Marriage, at least for religious Jews, is something to be expected — and something with expectations. When you grow up planning on getting married, you tend to forget that it’s not like going to college or choosing a career: It changes dramatically based on the person you marry. I’d spent my life knowing I’d get married, and because of that, I’d expected life to be somewhat cookie-cutter. I’d get married like my friends would get married like our parents all got married. And the marriages would all fall into these guidelines that would make them all the same: Orthodox marriages. Whatever that meant, I would find out once I actually got married.
But marriage isn’t about marriage.
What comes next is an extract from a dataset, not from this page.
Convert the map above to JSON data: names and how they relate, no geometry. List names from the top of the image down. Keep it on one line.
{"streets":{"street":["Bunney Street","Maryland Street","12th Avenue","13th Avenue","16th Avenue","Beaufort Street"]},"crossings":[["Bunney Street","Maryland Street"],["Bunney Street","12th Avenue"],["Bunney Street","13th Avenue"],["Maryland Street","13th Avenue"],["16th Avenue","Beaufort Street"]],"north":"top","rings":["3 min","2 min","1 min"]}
Marriage doesn’t come with rules. The couple makes the marriage. We’ll make our own rules. It can go in any direction, and we’ll choose that direction, and we’ll do all that based on who the other person is.
My marriage isn’t going to be what my parents did or their parents did or even what Abraham and Sarah did (for starters, there will be no concubines involved in our future heir-production). It’s who my husband is. It’s who I am. It’s what makes him happy and what he needs. It’s what makes me happy. What I need. Say, for instance, flowers for Shabbat. (Got that, Jer?)
Marriage isn’t an institution. It’s who you marry. It’s what you make it.
Now that my wedding is practically here, I realize I’m going to miss being engaged. Sure, it was stressful, and sure it’s an annoying limbo time where I was just waiting to be married — but it’s something I’ll never have again. I won’t be a special bride anymore; I’ll just be another ol’ married person. I won’t be able to publish articles about my ring or my fiancé. And I’m going to miss all that. But I also can’t wait to be married — to start a new life where I’m not just me, but we.